D’abord, ces pays ont des appareils statistiques fiables. Les données économiques et sociales sont moins trafiquées que dans la plupart des PVD. Sur la base de ces données, on constate que ces pays ont des taux de croissance du PIB et du PNB par tête en hausse ; le volume de leur commerce international est élevé et ils ont des monnaies nationales avec des réserves de change substantielles. Dans ces pays, la hausse des taux de croissance signifie aussi une bonne vitesse de circulation de la monnaie. L’argent circule et il n’y a pas que les États qui travaillent avec lui. Les populations, dont on connait assez correctement le nombre, travaillent elles aussi avec lui. Les profits des entreprises sont élevés, ce qui encourage l’investissement et fait augmenter encore le PIB et le niveau de vie des populations qui sont les chevilles ouvrières de l’activité économique.

2- Un leadership régional

Ces économies émergentes sont de véritables locomotives locales dans leurs régions avec une forte population, des ressources naturelles substantielles, de grands marchés de consommateurs avec un certain pouvoir d’achat. Dans ces pays, une très grande proportion de la demande potentielle est transformée en demande effective, donc solvable.

3 - Des politiques macroéconomiques ouvertes et responsables

Avec ces dotations naturelles en hommes motivés et en ressources, ces pays ont adopté de bonnes politiques macroéconomiques qui ont stimulé l’émergence des marchés. Ces politiques créent des marchés financiers où les capitaux peuvent découvrir des opportunités de placement qui rassurent les investisseurs. Ces politiques macroéconomiques portent sur l’ouverture de leur système bancaire aux marchés mondiaux et la libéralisation des marchés financiers locaux pour les rendre susceptibles de recevoir les IDE et les capitaux privés. Elles portent aussi sur des politiques monétaires prudentes et responsables agencées à des politiques fiscales qui maîtrisent les déficits publics et assurent le remboursement de la dette publique intérieure et extérieure. Elles s’engagent dans des opérations de privatisation des entreprises du secteur public et du patrimoine foncier de l’État. Dans ce cadre, ces pays procèdent à un cadastrage de toutes leurs terres qui sont cédées aux privés comme moyen de lutte contre la pauvreté et d’encouragement des populations rurales à participer à l’économie par les marchés nouveaux qui émergent de partout.

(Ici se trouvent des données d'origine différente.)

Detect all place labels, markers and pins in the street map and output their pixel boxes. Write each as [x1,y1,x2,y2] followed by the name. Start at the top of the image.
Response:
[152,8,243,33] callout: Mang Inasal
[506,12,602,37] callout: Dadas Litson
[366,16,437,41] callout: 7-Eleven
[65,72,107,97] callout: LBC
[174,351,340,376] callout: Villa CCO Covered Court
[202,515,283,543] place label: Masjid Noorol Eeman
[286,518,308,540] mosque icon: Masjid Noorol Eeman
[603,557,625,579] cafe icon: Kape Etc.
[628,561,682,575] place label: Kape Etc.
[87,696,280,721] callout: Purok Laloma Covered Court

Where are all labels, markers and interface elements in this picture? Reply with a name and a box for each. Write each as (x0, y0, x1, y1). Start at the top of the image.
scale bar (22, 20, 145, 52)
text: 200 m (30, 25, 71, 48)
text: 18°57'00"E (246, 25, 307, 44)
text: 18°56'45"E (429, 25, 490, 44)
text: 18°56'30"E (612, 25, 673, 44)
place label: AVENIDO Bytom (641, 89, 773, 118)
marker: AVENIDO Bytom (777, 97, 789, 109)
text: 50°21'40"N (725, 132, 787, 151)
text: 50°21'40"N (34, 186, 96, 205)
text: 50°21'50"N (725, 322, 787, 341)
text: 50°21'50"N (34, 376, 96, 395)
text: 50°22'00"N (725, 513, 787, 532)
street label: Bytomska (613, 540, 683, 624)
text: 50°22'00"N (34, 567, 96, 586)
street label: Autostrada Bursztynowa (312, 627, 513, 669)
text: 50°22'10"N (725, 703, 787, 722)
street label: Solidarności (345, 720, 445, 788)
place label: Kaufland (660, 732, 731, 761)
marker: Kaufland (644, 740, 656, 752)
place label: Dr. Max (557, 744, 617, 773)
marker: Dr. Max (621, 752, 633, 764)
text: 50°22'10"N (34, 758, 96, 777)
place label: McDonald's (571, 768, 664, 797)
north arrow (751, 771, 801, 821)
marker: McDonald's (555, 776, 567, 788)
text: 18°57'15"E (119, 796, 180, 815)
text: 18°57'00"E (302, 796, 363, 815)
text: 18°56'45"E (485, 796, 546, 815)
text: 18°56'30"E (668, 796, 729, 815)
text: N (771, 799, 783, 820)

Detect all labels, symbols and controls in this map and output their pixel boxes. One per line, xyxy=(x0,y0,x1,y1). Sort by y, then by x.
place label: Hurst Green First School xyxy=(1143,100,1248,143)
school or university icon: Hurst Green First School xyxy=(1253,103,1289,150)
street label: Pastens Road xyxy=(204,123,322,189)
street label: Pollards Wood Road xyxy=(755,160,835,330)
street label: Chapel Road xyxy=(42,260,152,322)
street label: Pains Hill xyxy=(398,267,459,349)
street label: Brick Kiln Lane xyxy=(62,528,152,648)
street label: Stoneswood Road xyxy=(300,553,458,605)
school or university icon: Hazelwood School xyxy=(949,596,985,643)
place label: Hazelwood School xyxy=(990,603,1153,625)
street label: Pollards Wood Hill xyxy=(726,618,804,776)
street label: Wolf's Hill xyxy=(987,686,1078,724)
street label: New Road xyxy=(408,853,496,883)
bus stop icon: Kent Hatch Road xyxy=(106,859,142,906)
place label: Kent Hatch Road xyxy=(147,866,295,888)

4- Une rupture avec les structures traditionnelles inefficaces

Dans ces économies, le choix a été fait clairement de rompre avec les structures traditionnelles politiques et économiques archaïques pour en adopter de plus modernes et de plus simplifiées. Elles sont donc en transition avec des réformes structurelles de fonds aussi bien dans le domaine économique que dans les domaines politique et social. Les anciennes structures fondées sur l’action de l’État, puissance publique, ont été jugées inefficaces ou inutiles. Les réformes ouvrent et libèrent des marchés qui apportent la croissance économique au pays, l’emploi aux populations et la stabilité politique aux citoyens. La tradition, dans ces pays, était, par exemple, en matière de commerce international, d’exporter des produits bruts sans y apporter de valeur ajoutée. Mais, très rapidement, avec l’arrivée des capitaux privés et des IDE, les exportations ont été diversifiées et se sont intégrées correctement dans l’économie mondiale non pas par le protectionnisme ou par l’assistance d’autres États mais par le commerce libre et la finance privée. Ces nouveaux marchés en retour créent des opportunités profitables à tous et permettent à ces économies, qui traditionnellement souffraient du moindre choc exogène, de devenir plus résistantes aux chocs, ce qui rassure les investisseurs et stabilise encore plus les pays. La valeur ajoutée dans les activités exportatrices est devenue de plus en plus forte et les recettes fiscales des États se sont aussi élevées, ce qui leur a permis de réduire leurs dettes et les déficits publics tout en réalisant d’ambitieux programmes sociaux en direction des populations les plus vulnérables.

5- Une reconnaissance au niveau international

Avec des réformes réussies, ces pays se font respecter sur le plan international comme des interlocuteurs crédibles. Les décisions importantes aussi bien sur les plans politique qu’économique tiennent compte de leurs options. Leur part dans le commerce mondial est encore faible mais en hausse régulière et ils ont un pouvoir d’achat, ce qui fait d’eux de bons clients mais aussi de bons investisseurs mondiaux. Ils payent leurs dettes et ne sont plus concernés par les politiques de type PPTE. Ils ne sont plus considérés comme des pays indigents.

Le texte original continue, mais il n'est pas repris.